That went more smoothly, and worked on the first try.

So I had successfully completed what I set out to do with Paperclip as stated above. Now, onward, to Carrierwave.

Carrierwave

As before with Paperclip, the github documentation itself is where we start. It becomes clearly quickly that the two gems have a very different functionality but are also both currently maintained with a strong community that creates useful help like the documentation section.

The Carrierwave documentation, like paperclip, is quite thorough. I’m beginning to get the feeling, assuming I can follow the set up process for it properly, that Carrierwave might be the better option, though I should explore a few more outlets for investigation.

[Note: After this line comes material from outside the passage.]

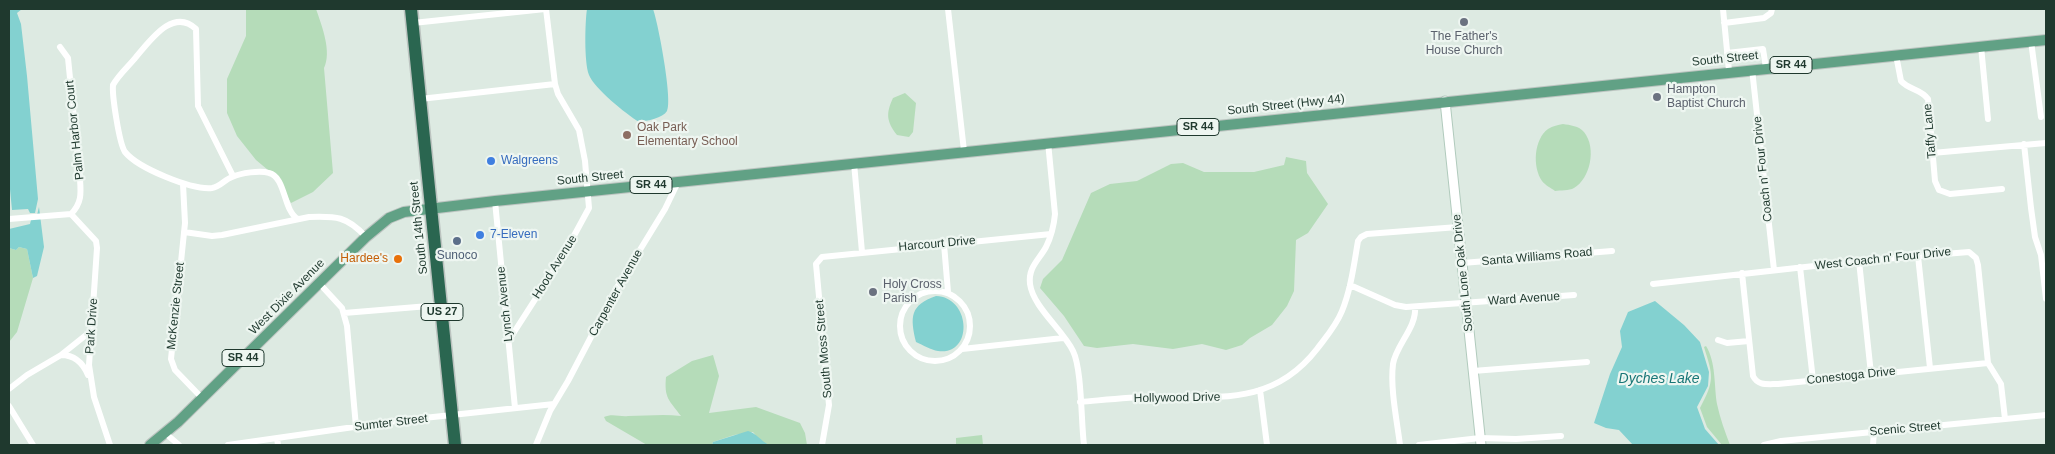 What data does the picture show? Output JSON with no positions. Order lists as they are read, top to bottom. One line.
{"streets":{"highway":["South 14th Street","US 27"],"main road":["South Street","SR 44","South Street (Hwy 44)","West Dixie Avenue"],"street":["Palm Harbor Court","Taffy Lane","Coach n' Four Drive","Harcourt Drive","Santa Williams Road","West Coach n' Four Drive","Hood Avenue","South Lone Oak Drive","Carpenter Avenue","Ward Avenue","Lynch Avenue","McKenzie Street","Park Drive","South Moss Street","Conestoga Drive","Hollywood Drive","Sumter Street","Scenic Street"]},"crossings":[["South Street","South Street (Hwy 44)"],["South Street","Taffy Lane"],["South Street","Coach n' Four Drive"],["South Street","South 14th Street"],["South Street","Hood Avenue"],["South Street","Carpenter Avenue"],["South Street","West Dixie Avenue"],["South Street","Lynch Avenue"],["South Street (Hwy 44)","South Lone Oak Drive"],["Palm Harbor Court","Park Drive"],["Coach n' Four Drive","West Coach n' Four Drive"],["South 14th Street","West Dixie Avenue"],["South 14th Street","Sumter Street"],["Harcourt Drive","South Moss Street"],["Santa Williams Road","South Lone Oak Drive"],["West Coach n' Four Drive","Conestoga Drive"],["West Coach n' Four Drive","Scenic Street"],["Hood Avenue","Lynch Avenue"],["South Lone Oak Drive","Ward Avenue"],["South Lone Oak Drive","Hollywood Drive"],["Carpenter Avenue","Sumter Street"],["West Dixie Avenue","McKenzie Street"],["Ward Avenue","Hollywood Drive"],["Lynch Avenue","Sumter Street"]],"water":["Dyches Lake"],"places":["The Father's House Church","Hampton Baptist Church","Oak Park Elementary School","Walgreens","7-Eleven","Sunoco","Hardee's","Holy Cross Parish"]}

While RubyThursday does not have any information on working with Carrier, GoRails does have an interesting tutorial. Not only does it teach you how to get started with Carrierwave, the first half of the video goes through the process of setting up manual file upload (and no image manipulation) with Rails as a sort of demonstration why you should use a gem like Carrierwave (or Paperclip). The convolutions of setting up even one file upload with out any manipulation just make it clear that if you want to have a lot of photos uploaded, you should definitely use a gem. It’s helpful though to see the basics sometimes to get an idea what processes the gem is doing for you. The rest of the video goes through the real basics of adding Carrierwave to your application. There’s no processing involved, just the basic steps of creating an uploader and mounting it. While not more informative than the documentation, it was still helpful as I understood the actions taken in the video.

From GoRails, I went to the ever helpful (if no longer maintained sadly) Railscasts which has quite a few videos that deal with Carrierwave, directly or indirectly, but for now I want to focus directly on setting up Carrierwave. Though much older than the GoRails video, this video was also helpful in reinforcing the basic set up, while also giving a little insight on resizing.

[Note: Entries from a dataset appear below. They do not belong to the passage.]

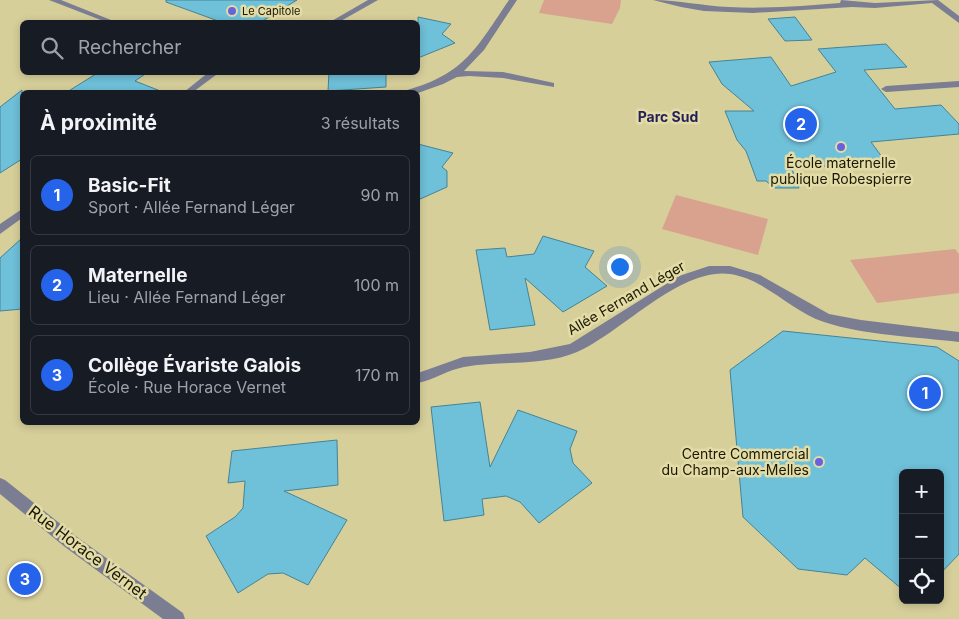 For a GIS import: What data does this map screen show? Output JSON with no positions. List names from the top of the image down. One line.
{"streets":{"street":["Allée Fernand Léger","Rue Horace Vernet"]},"districts":["Parc Sud"],"places":["Le Capitole","École maternelle publique Robespierre","Centre Commercial du Champ-aux-Melles"],"page":{"search":"Rechercher","heading":["À proximité","3 résultats"],"pins":["2","1","3"],"list":[{"mark":"1","name":"Basic-Fit","note":"Sport · Allée Fernand Léger","value":"90 m"},{"mark":"2","name":"Maternelle","note":"Lieu · Allée Fernand Léger","value":"100 m"},{"mark":"3","name":"Collège Évariste Galois","note":"École · Rue Horace Vernet","value":"170 m"}],"map_buttons":["+","−"]}} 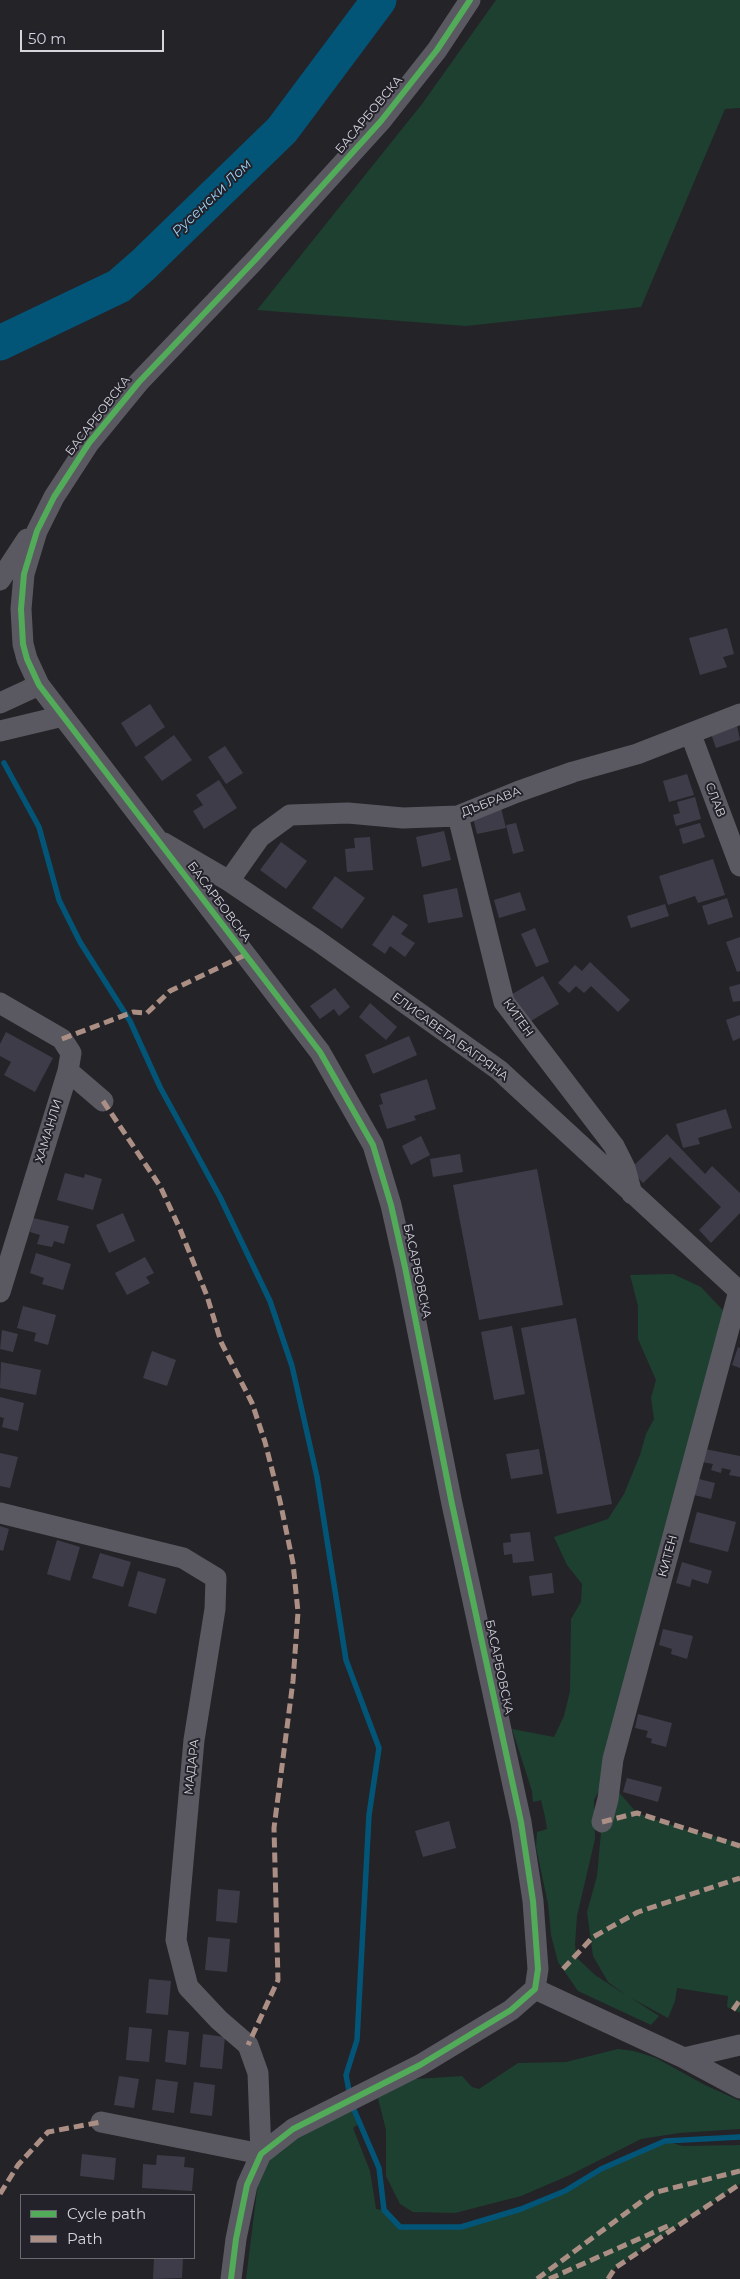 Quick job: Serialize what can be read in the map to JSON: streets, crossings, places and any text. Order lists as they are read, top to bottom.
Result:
{
  "streets": {
    "street": [
      "БАСАРБОВСКА",
      "СЛАВ",
      "ДЪБРАВА",
      "КИТЕН",
      "ЕЛИСАВЕТА БАГРЯНА",
      "ХАМАНЛИ",
      "МАДАРА"
    ]
  },
  "crossings": [
    ["БАСАРБОВСКА", "ЕЛИСАВЕТА БАГРЯНА"],
    ["СЛАВ", "ДЪБРАВА"],
    ["ДЪБРАВА", "КИТЕН"],
    ["ДЪБРАВА", "ЕЛИСАВЕТА БАГРЯНА"],
    ["КИТЕН", "ЕЛИСАВЕТА БАГРЯНА"]
  ],
  "water": ["Русенски Лом"],
  "legend": ["Cycle path", "Path"],
  "scale_bar": "50 m"
}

At this point, I’m further moved towards Carrierwave over Paperclip due to the encapsulation used in Carrierwave via the uploader class. From the videos I watched so far, this standard OOP set up in Carrierwave makes things cleaner and easier to work with if you want to make changes or add different processing methods to different model uploads. Additionally, from the little I’ve seen, Carrierwave does seem easier to work with with cloud uploads if such a thing ever becomes relevant, but first, I had to work on the basics of setting it up.

As above with Paperclip, I’m narrowly focused on just getting started with Carrierwave, and not the broader concepts of testing or integration that I’ll deal with later on when I pick my uploader, and, as above, the first step is the tinyapp, that I will call carrierwave. The basic scaffold will be set up and then I’ll run through the steps provided by the documentation and video to set up the basic Carrierwave functionality.

Though different in how they work, the fundamental steps of installing Carrierwave to do its basic are the same as Paperclip, so i was able to get it up and running slightly faster than with Paperclip. However, there’s a few resize methods that are referenced that I felt it would be helpful to understand. After some web search fumbling I found Rmagick documentation that was helpful in understanding the differences in the resize methods (while also providing a lot more information about what Rmagick can do that might be useful later).

Conclusion

After running through working with both Carrierwave and Paperclip, my original thought that I would go with Paperclip has been borne out to be wrong and I will move forward with Carrierwave. I don’t see that either one is a ‘wrong’ decision, but the encapsulation that Carrierwave comes with does provide, in my mind, a method to deal with images that also allows for cleaner separated code. In Carrierwave, image processing is dealt with within a separate class, whereas in Paperclip you deal with it within the related model. It seems to me that over time or with heavy processing (if you have a reason), using Paperclip could make your model very messy, whereas the separation within Carrierwave means that your models will still stay clean. There are other names I have come upon while doing this (most notably dragonfly and refile) that probably bear some review, but that is for a later time, for now, I will go with Carrierwave. Of course, it’s not as simple as just setting it up as was done in this article. To properly install it into my app I must not only test my installations but set it up properly so that only allowed users can have access to uploading/viewing/removing images. At this point, the allowed user is only me, but it still must sit be set up ‘behind’ the admin namespace well before I could put it live on the site, which, of course, would seem like the next step.

Until we meet again.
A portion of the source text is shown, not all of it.